Bug report #1822
Zoom to point: exaggerated zoom
Status: | Closed | ||
---|---|---|---|
Priority: | Low | ||
Assignee: | Gary Sherman | ||
Category: | Python plugins | ||
Affected QGIS version: | Regression?: | No | |
Operating System: | All | Easy fix?: | No |
Pull Request or Patch supplied: | Resolution: | fixed | |
Crashes QGIS or corrupts data: | Copied to github as #: | 11882 |
Description
I'm getting a weird behaviour with "zoom to point", I get
an exaggerated zoom unless I set values around 90 (qgis 1.1.0 Pan unstable on
ubuntu 9.04)
Also, would it be possible to get the point marked with a circle
or something so that you can fine tune the zoom and pan, and even
get the point saved to a points vector layer?
History
#1 Updated by Paolo Cavallini over 15 years ago
- Status changed from Open to Closed
- Resolution set to duplicate
Duplicate of #1588
#2 Updated by gcarrillo - over 15 years ago
This is related to the Gary's plugin? If this is, please reopen the ticket because I have a suggestion :)
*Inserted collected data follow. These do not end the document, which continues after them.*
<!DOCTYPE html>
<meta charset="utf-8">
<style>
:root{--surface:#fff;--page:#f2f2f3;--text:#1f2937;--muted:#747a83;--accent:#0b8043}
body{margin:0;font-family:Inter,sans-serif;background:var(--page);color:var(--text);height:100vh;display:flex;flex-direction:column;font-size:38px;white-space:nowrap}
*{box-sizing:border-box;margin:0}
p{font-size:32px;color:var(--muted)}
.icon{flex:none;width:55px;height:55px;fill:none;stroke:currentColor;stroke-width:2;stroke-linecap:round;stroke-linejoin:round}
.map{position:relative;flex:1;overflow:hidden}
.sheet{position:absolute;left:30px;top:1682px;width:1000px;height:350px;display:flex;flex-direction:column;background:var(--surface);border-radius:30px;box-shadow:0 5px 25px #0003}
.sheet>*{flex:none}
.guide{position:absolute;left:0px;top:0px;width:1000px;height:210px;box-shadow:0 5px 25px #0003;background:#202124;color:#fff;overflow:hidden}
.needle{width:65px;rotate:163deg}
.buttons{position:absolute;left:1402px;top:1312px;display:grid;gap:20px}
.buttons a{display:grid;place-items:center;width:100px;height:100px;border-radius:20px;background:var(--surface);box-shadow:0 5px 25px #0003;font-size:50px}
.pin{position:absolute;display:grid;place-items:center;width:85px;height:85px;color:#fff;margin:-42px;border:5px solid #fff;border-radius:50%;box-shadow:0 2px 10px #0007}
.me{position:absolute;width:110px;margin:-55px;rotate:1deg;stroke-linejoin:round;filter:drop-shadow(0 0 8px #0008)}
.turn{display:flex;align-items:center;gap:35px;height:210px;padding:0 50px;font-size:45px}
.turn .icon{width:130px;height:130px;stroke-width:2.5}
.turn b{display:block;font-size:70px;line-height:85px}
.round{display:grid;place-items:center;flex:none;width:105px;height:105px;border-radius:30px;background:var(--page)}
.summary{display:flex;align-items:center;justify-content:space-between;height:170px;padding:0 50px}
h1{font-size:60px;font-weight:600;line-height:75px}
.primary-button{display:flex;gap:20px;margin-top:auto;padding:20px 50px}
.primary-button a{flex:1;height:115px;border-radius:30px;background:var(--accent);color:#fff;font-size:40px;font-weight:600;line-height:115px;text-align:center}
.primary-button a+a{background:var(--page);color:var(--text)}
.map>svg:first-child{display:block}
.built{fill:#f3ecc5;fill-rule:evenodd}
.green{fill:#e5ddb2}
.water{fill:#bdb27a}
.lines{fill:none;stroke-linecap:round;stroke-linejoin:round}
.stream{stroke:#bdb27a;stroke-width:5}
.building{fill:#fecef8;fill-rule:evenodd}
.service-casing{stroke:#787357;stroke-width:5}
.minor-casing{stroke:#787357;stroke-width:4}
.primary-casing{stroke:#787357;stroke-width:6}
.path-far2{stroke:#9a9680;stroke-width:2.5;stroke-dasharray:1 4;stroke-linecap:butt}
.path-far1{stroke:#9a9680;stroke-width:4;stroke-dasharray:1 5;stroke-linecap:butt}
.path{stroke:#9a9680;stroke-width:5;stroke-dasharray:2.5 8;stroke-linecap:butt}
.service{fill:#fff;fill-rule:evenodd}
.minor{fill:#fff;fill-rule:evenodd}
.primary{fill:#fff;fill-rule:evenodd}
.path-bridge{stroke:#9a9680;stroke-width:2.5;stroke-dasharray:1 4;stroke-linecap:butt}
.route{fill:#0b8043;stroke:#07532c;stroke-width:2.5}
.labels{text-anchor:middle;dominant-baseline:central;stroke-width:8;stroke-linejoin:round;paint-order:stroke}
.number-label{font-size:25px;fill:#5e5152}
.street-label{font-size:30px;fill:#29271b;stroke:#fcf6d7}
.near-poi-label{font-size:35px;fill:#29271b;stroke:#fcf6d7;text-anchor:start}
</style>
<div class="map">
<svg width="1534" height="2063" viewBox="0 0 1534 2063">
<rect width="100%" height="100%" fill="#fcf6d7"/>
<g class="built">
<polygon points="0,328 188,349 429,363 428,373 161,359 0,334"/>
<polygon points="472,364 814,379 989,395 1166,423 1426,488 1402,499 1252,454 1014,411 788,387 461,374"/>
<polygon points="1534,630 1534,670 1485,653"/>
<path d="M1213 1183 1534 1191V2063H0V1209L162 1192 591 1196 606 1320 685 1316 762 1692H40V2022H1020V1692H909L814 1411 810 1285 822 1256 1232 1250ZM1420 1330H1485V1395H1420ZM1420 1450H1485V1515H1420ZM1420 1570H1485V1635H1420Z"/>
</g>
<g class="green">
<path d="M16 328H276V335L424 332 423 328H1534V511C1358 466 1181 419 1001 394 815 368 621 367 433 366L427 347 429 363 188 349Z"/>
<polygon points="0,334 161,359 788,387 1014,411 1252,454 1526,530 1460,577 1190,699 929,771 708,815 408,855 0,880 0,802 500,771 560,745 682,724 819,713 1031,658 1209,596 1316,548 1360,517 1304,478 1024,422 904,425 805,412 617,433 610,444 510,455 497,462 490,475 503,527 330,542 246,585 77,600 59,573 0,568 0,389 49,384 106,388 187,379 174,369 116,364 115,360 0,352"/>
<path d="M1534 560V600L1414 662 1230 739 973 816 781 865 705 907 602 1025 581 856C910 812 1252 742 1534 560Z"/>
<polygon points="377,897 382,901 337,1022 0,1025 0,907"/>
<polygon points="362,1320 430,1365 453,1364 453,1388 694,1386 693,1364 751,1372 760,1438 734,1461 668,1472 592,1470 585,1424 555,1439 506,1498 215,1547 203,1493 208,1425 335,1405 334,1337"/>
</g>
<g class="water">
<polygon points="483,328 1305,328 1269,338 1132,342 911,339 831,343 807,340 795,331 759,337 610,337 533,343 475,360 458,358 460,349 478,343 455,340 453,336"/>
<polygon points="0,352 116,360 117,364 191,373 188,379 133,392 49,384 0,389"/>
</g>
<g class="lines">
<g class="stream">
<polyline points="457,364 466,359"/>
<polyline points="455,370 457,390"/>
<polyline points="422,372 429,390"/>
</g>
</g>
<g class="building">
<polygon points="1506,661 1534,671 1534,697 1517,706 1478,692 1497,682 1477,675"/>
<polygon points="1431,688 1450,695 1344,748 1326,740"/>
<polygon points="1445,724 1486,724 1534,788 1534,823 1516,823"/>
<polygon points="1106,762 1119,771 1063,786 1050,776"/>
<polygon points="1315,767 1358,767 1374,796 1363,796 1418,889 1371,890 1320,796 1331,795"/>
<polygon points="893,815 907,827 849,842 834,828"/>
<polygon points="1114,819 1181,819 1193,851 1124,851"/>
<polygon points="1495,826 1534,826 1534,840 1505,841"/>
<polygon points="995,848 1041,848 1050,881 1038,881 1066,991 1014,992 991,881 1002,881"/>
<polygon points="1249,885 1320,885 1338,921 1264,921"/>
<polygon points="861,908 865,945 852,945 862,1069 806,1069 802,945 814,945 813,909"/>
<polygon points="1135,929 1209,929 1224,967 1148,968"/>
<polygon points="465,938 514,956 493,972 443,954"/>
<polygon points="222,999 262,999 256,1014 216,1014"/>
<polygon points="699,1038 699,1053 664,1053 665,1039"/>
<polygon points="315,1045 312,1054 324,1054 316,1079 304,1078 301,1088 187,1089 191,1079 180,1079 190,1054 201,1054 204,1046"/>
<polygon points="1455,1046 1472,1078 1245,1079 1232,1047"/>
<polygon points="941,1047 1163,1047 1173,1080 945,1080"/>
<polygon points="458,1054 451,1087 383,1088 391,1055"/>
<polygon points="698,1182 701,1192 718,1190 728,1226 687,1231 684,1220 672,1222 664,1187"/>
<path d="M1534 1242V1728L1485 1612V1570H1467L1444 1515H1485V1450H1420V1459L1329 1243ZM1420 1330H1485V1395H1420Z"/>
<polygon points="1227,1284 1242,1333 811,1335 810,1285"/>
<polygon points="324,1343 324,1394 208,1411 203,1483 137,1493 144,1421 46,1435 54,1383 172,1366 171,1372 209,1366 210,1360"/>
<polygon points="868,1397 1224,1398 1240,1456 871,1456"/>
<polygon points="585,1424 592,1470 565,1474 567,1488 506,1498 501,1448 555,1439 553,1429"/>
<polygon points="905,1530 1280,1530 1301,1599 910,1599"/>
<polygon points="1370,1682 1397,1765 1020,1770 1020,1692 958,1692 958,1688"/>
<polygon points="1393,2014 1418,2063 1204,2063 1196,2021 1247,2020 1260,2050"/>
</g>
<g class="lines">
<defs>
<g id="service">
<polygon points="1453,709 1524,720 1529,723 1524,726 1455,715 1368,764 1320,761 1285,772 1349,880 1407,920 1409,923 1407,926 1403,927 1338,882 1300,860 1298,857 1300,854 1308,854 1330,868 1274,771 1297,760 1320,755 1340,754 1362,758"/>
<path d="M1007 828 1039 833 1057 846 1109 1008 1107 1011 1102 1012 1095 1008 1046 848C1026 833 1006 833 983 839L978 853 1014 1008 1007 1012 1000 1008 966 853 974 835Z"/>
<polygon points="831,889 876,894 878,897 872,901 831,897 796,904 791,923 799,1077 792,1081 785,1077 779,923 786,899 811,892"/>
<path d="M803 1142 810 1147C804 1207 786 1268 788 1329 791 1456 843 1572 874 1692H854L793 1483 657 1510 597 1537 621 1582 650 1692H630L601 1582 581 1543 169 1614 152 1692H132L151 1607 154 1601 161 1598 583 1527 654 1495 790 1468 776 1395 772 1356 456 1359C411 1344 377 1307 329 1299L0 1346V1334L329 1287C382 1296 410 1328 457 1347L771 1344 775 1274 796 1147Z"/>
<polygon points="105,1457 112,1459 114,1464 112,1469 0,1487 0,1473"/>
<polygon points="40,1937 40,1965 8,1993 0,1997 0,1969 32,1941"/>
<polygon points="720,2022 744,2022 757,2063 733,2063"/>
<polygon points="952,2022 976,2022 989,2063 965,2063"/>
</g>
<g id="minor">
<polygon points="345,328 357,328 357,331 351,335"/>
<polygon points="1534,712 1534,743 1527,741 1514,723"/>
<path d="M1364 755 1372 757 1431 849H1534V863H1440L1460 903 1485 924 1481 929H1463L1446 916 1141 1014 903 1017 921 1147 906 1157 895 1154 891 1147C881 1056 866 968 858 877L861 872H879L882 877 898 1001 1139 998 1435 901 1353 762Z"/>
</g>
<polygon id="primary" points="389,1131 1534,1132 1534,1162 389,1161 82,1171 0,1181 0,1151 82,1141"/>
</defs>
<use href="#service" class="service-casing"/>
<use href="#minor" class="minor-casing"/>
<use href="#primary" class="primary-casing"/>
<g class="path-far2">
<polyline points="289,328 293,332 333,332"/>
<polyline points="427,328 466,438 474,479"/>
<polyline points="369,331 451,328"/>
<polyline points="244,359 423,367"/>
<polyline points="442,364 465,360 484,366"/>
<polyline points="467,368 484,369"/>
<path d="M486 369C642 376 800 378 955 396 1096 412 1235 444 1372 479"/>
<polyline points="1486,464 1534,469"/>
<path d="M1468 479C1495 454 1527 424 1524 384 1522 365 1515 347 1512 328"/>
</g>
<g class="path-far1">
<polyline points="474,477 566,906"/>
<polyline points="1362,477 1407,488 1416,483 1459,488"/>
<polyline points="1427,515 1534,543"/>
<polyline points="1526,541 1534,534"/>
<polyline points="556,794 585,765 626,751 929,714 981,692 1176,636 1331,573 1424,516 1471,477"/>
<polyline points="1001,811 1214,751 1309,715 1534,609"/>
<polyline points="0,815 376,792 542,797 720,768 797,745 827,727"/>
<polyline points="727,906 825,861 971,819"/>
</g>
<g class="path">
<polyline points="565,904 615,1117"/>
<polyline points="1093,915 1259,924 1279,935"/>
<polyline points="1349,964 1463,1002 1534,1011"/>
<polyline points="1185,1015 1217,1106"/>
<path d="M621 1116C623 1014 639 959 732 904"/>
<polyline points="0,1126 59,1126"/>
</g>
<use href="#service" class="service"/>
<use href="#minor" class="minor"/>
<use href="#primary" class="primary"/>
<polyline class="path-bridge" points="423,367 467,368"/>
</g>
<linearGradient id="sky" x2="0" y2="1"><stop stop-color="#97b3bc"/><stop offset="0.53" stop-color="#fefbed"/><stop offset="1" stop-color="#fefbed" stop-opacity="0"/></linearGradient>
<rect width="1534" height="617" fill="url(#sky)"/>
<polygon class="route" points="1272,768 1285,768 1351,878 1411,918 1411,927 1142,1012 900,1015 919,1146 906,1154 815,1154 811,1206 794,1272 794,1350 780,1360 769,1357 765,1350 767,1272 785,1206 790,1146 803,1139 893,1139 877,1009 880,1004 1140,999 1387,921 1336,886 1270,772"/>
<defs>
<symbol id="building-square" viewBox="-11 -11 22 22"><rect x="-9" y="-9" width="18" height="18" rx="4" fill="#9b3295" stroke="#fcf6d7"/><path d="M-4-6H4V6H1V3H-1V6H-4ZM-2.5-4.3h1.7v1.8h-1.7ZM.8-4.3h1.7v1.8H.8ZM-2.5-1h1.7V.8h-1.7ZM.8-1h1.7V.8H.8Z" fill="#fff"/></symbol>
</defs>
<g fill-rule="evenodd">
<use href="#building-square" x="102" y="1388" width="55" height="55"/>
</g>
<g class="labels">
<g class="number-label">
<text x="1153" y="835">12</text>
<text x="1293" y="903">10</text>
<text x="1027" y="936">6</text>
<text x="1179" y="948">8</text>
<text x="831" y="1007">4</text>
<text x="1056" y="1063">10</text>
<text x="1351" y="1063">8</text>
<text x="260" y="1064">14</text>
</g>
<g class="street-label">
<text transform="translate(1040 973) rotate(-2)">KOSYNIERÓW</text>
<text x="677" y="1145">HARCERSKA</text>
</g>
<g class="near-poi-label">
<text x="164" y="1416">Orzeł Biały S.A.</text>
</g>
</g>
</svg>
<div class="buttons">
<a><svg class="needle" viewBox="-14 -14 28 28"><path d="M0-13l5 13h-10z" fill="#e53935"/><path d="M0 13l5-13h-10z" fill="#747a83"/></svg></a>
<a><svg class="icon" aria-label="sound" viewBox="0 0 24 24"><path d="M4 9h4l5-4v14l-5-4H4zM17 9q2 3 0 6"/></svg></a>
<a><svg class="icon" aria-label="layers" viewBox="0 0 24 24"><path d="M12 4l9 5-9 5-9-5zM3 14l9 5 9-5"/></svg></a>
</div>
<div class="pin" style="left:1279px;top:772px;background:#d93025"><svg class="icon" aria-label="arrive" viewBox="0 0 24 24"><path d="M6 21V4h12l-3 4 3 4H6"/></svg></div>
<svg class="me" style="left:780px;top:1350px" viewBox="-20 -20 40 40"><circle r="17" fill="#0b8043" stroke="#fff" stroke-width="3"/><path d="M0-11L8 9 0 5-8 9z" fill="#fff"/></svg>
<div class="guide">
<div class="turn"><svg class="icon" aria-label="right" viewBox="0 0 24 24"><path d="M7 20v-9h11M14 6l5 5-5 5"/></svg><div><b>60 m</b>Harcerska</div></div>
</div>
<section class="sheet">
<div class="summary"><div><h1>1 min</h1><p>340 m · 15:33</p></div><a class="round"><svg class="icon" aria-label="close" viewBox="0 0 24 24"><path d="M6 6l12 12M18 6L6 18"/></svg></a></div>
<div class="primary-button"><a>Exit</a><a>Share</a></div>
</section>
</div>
I think the #1588 is related to ZoomToSelected method (QgsMapCanvas class), I guess #1588 and this aren't the same thing, but please forgive me If I'm wrong.
#3 Updated by Borys Jurgiel over 15 years ago
- Resolution deleted (
duplicate) - Status changed from Closed to Feedback
yes, you're right
#4 Updated by Borys Jurgiel over 15 years ago
- Status changed from Feedback to Open
#5 Updated by gcarrillo - over 15 years ago
I think the exaggerated zoom depends on what scale are your data.
Maybe the scale factor could be a relative factor with the canvas fullExtent as base extent.
Something like this can be useful (zoomtopoint.py file, run() method):
mc=self.iface.mapCanvas()
extent = mc.fullExtent()
xmin = float(x) - extent.width() / ( 2 * ( 100-scale ) )
xmax = float(x) + extent.width() / ( 2* ( 100-scale ) )
ymin = float(y) - extent.height() / (2 * ( 100-scale ) )
ymax = float(y) + extent.height() / ( 2 *( 100-scale ) )
rect = [[QgsRectangle]]( xmin, ymin, xmax, ymax )
mc.setExtent(rect)
x, y are the point coordinates to center
scale is the factor (1 to detailed scale, 99 to general scale)
#6 Updated by Borys Jurgiel over 13 years ago
- Status changed from Open to Closed
- Resolution set to fixed
Applied as version 1.1, with a small modification: extent.width() / 200 * scale
So scale n means n% of the full extent.